I put my hand on his shoulder. He jumped under the unexpected touch but didn’t pull away. He seemed to easily accept the notion that I was invisible and yet standing right next to him. We’d talked yesterday for hours. Well, I’d talked for hours, feeding him details of my old life as a Dreg Bounty Hunter, the circumstances of my death and resurrection into the body of a woman who happened to have magical teleporting powers, and Alex’s brave and tragic desire to help me, all the way through my second “death” in a factory fire last Saturday. All in all, he was handling his newfound education with amazing aplomb.

“Those of us who survive owe it to our loved ones to make our lives count,” I said.
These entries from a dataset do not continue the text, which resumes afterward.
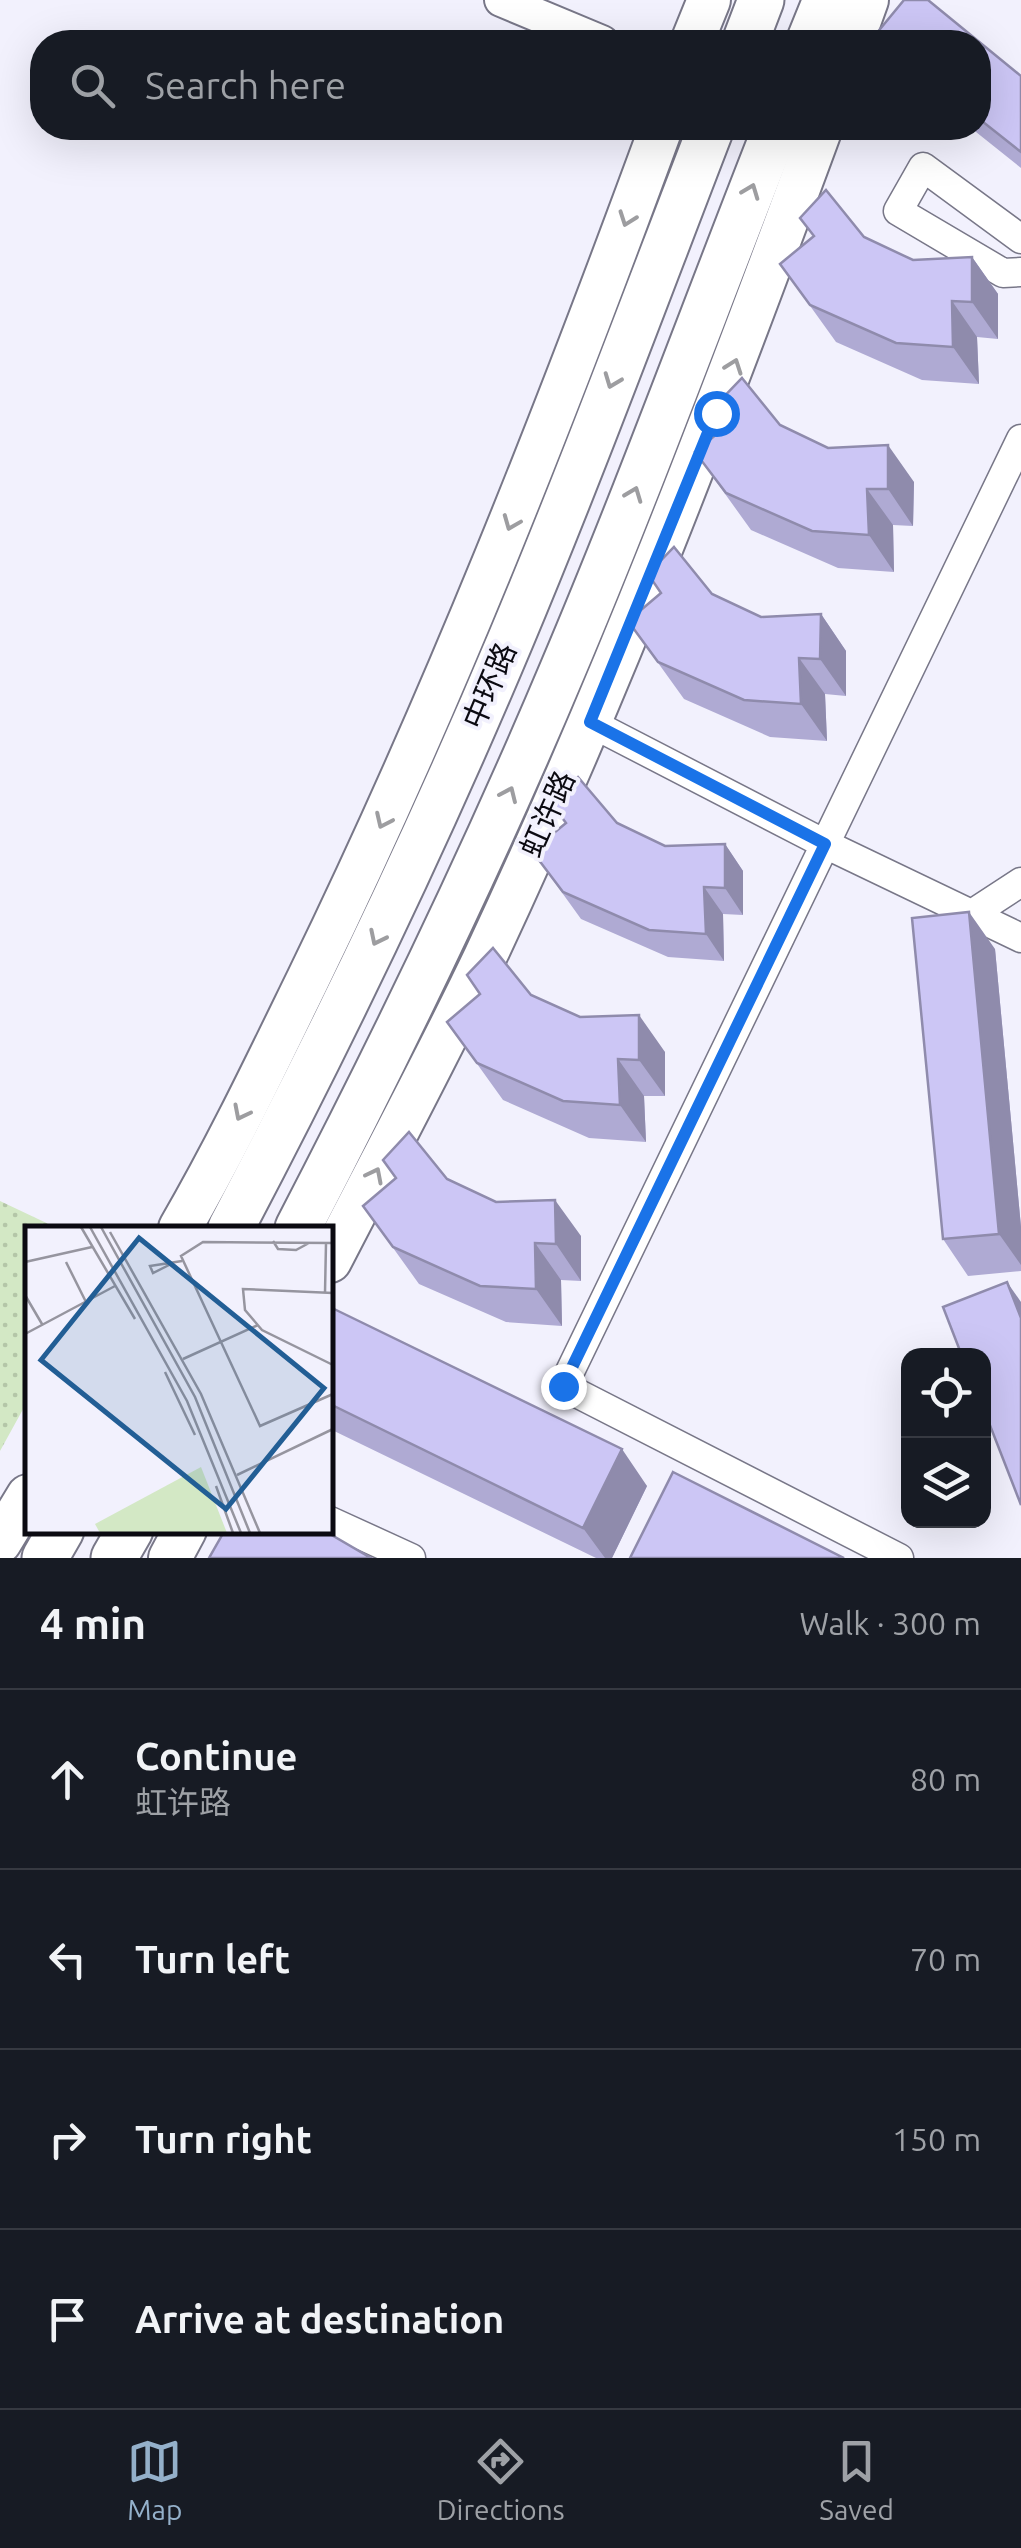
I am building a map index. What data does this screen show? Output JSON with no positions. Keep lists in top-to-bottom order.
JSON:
{
  "streets": {
    "highway": ["中环路"],
    "main road": ["虹许路"]
  },
  "page": {
    "search": "Search here",
    "heading": ["4 min", "Walk · 300 m"],
    "list": [
      ["Continue", "虹许路", "80 m"],
      ["Turn left", "70 m"],
      ["Turn right", "150 m"],
      "Arrive at destination"
    ],
    "nav": ["Map", "Directions", "Saved"]
  }
}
Words I’d come to believe in more and more since the violent deaths of my former Triad partners, Jesse and Ash, two weeks ago.
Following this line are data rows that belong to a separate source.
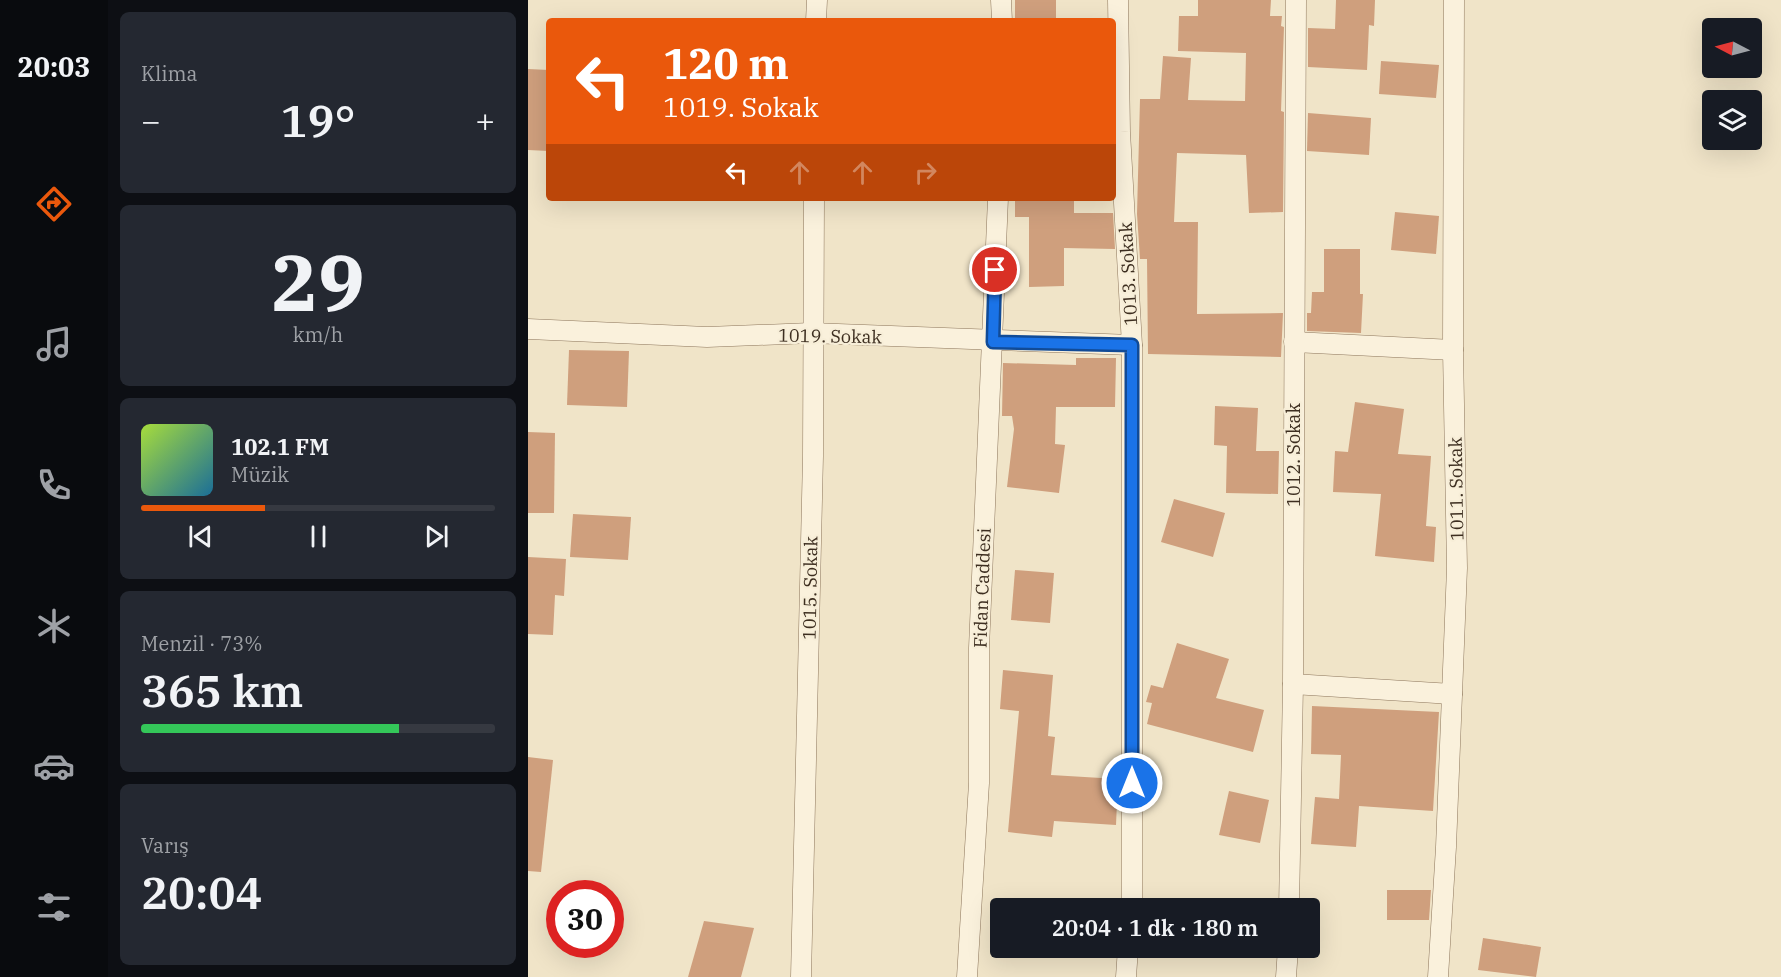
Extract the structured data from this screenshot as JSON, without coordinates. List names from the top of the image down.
{
  "streets": {
    "street": [
      "1013. Sokak",
      "1019. Sokak",
      "1012. Sokak",
      "1011. Sokak",
      "1015. Sokak",
      "Fidan Caddesi"
    ]
  },
  "crossings": [
    ["1013. Sokak", "1019. Sokak"],
    ["1019. Sokak", "1015. Sokak"],
    ["1019. Sokak", "Fidan Caddesi"]
  ],
  "north": "left",
  "page": {
    "tabs": "20:03",
    "tile": [
      "Klima",
      ["29", "km/h"],
      ["Menzil · 73%", "365 km"],
      ["Varış", "20:04"]
    ],
    "turn": ["120 m", "1019. Sokak"],
    "heat": ["−", "19°", "+"],
    "song": ["102.1 FM", "Müzik"],
    "limit": "30",
    "trip": "20:04 · 1 dk · 180 m"
  }
}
But my disembodied words didn’t sink in. I considered removing the crystal from my jeans pocket and speaking the phrase meant to reverse the magic early, before its six-hour time limit wore off. I could force Leo to look me in the eye, get him to understand why he had to keep going.

But training won out over emotion. All but five people in the world thought I was dead—burned to death in a factory fire started, on purpose, to kill me—and I couldn’t risk exposing myself. I had more enemies than allies now, and that meant preserving every advantage I could find. Being dead had worked in my favor once before.

Besides, I couldn’t possibly hope to understand Leo’s perspective. I knew much of his story—enough to realize he would never get to ask Alex’s forgiveness for past sins, and that was eating him up inside. A son had died blaming his father. No, I couldn’t relate—not to that—but perhaps Wyatt could.

Wyatt had, after all, been the unwitting pawn in the game that had killed my partners, killed me, then brought me back only to further a plot to unleash an ancient demon on the world. He’d once destroyed the life of one of his former Hunters in a misguided effort to save it, and that Hunter had returned with a vendetta that led to the deaths of sixty-four people. So many un-forgiven sins.